* Information supplied *

■ ■ ■

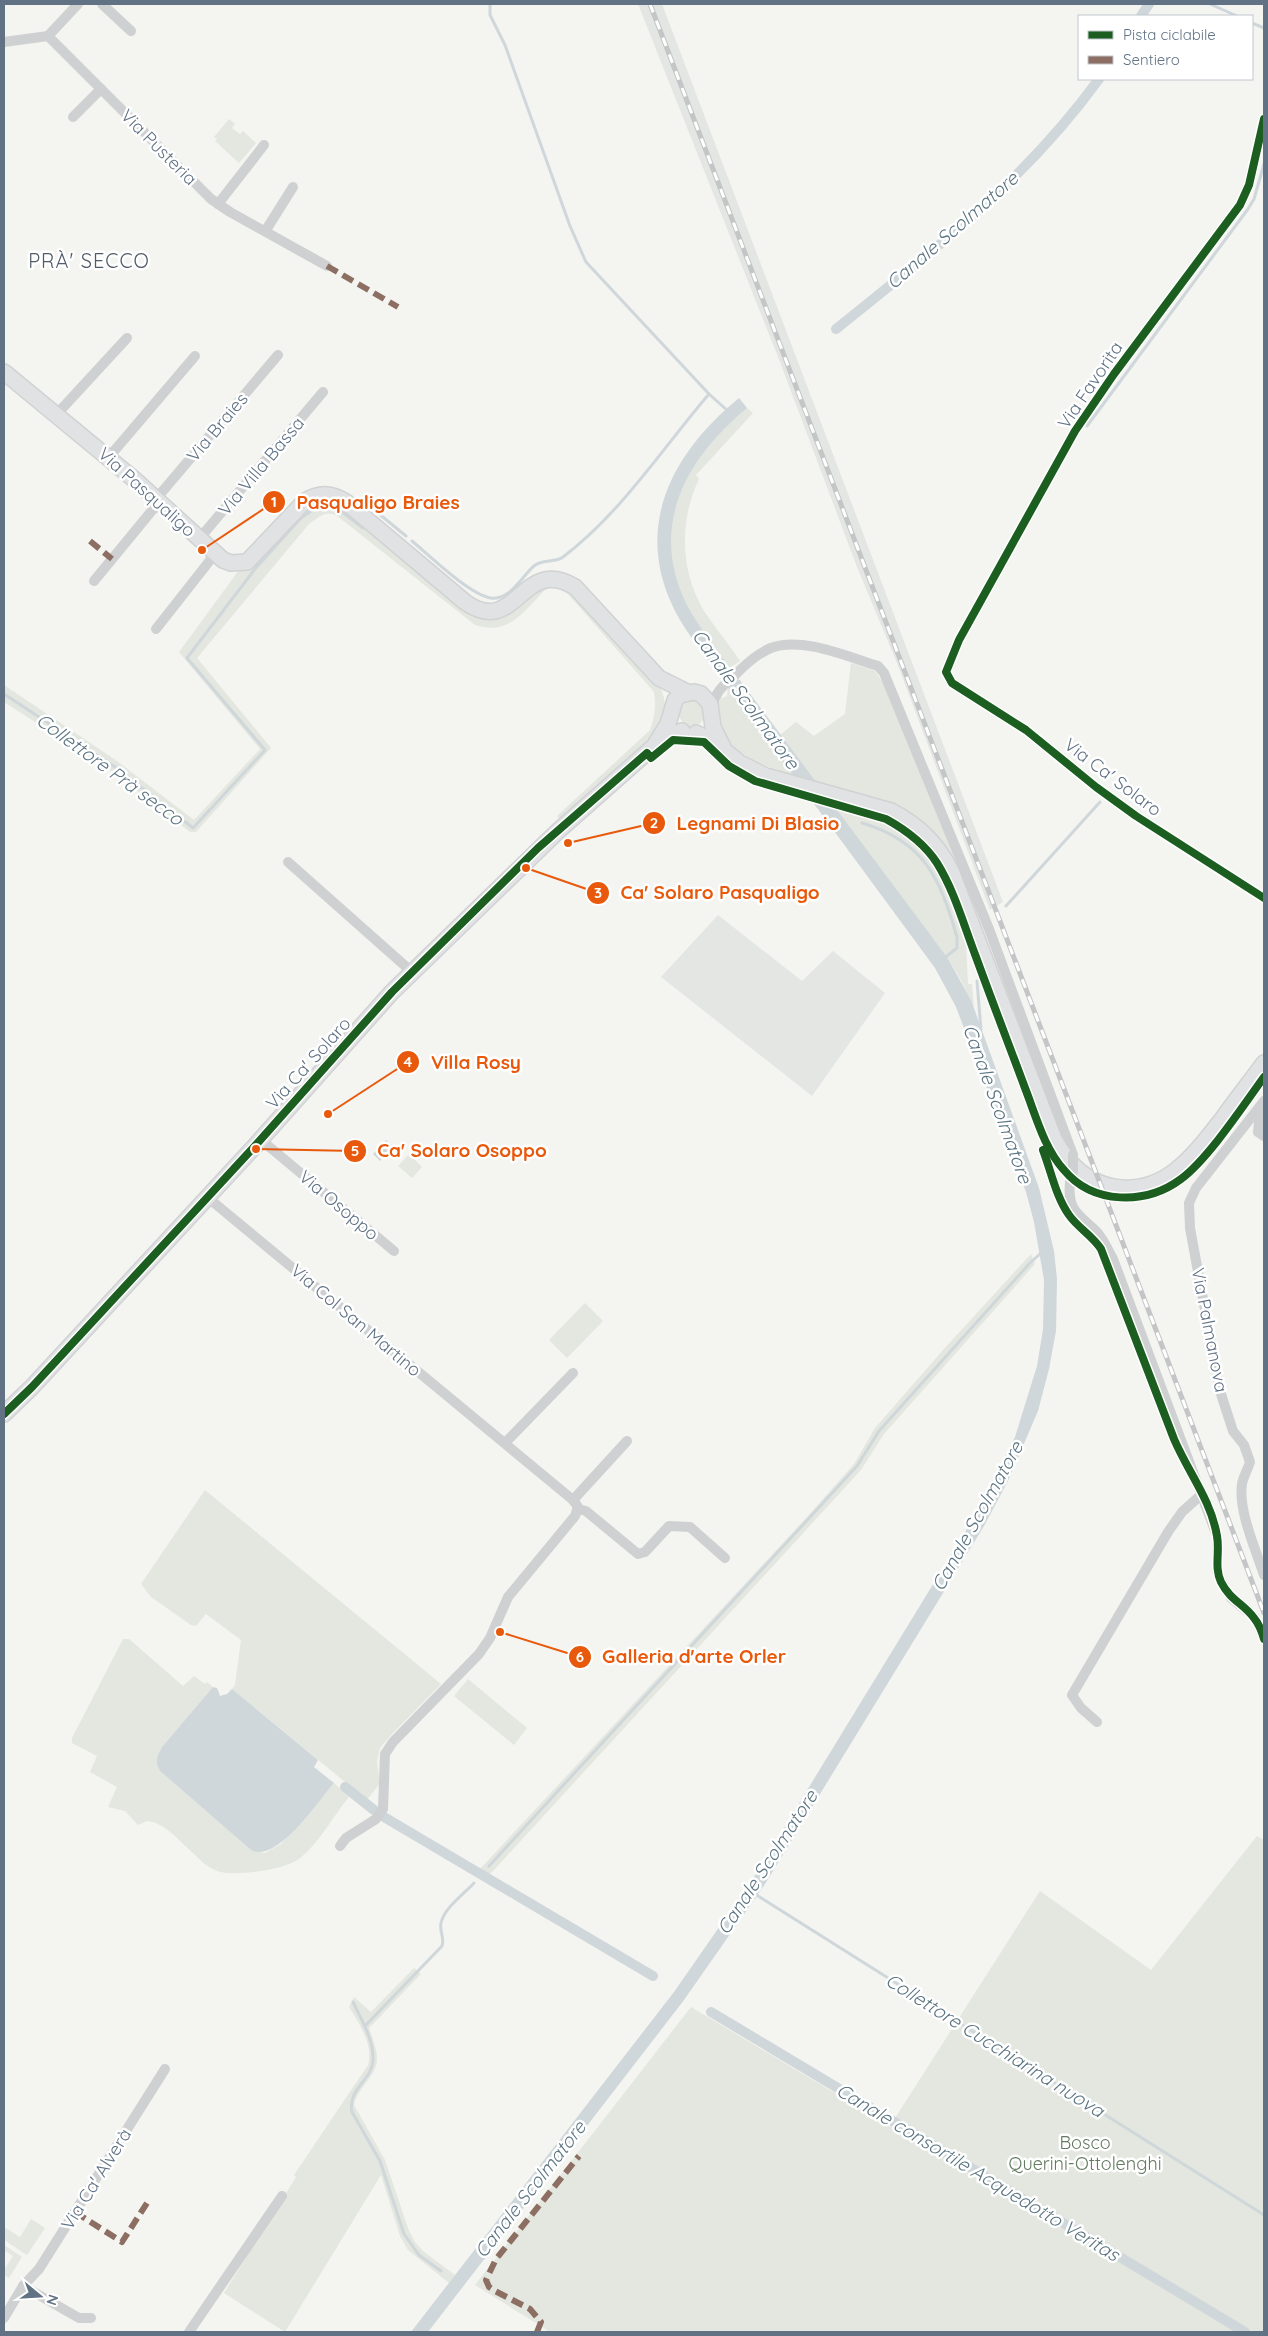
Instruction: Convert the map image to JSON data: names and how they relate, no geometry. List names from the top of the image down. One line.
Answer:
{"streets":{"street":["Via Pusteria","Via Favorita","Via Braies","Via Villa Bassa","Via Pasqualigo","Via Ca' Solaro","Via Osoppo","Via Col San Martino","Via Palmanova","Via Ca' Alverà"]},"crossings":[["Via Favorita","Via Ca' Solaro"],["Via Braies","Via Pasqualigo"],["Via Villa Bassa","Via Pasqualigo"],["Via Pasqualigo","Via Ca' Solaro"],["Via Ca' Solaro","Via Osoppo"],["Via Ca' Solaro","Via Col San Martino"]],"districts":["PRÀ' SECCO"],"water":["Canale Scolmatore","Collettore Prà secco","Collettore Cucchiarina nuova","Canale consortile Acquedotto Veritas"],"parks":["Bosco Querini-Ottolenghi"],"places":["Pasqualigo Braies","Legnami Di Blasio","Ca' Solaro Pasqualigo","Villa Rosy","Ca' Solaro Osoppo","Galleria d'arte Orler"],"legend":["Pista ciclabile","Sentiero"],"north":"right"}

■ ■ ■

* Assignment *
Reproduce the listing above exactly, but skip the pictures.

* Response *
Instruction: Convert the map image to JSON data: names and how they relate, no geometry. List names from the top of the image down. One line.
Answer:
{"streets":{"street":["Via Pusteria","Via Favorita","Via Braies","Via Villa Bassa","Via Pasqualigo","Via Ca' Solaro","Via Osoppo","Via Col San Martino","Via Palmanova","Via Ca' Alverà"]},"crossings":[["Via Favorita","Via Ca' Solaro"],["Via Braies","Via Pasqualigo"],["Via Villa Bassa","Via Pasqualigo"],["Via Pasqualigo","Via Ca' Solaro"],["Via Ca' Solaro","Via Osoppo"],["Via Ca' Solaro","Via Col San Martino"]],"districts":["PRÀ' SECCO"],"water":["Canale Scolmatore","Collettore Prà secco","Collettore Cucchiarina nuova","Canale consortile Acquedotto Veritas"],"parks":["Bosco Querini-Ottolenghi"],"places":["Pasqualigo Braies","Legnami Di Blasio","Ca' Solaro Pasqualigo","Villa Rosy","Ca' Solaro Osoppo","Galleria d'arte Orler"],"legend":["Pista ciclabile","Sentiero"],"north":"right"}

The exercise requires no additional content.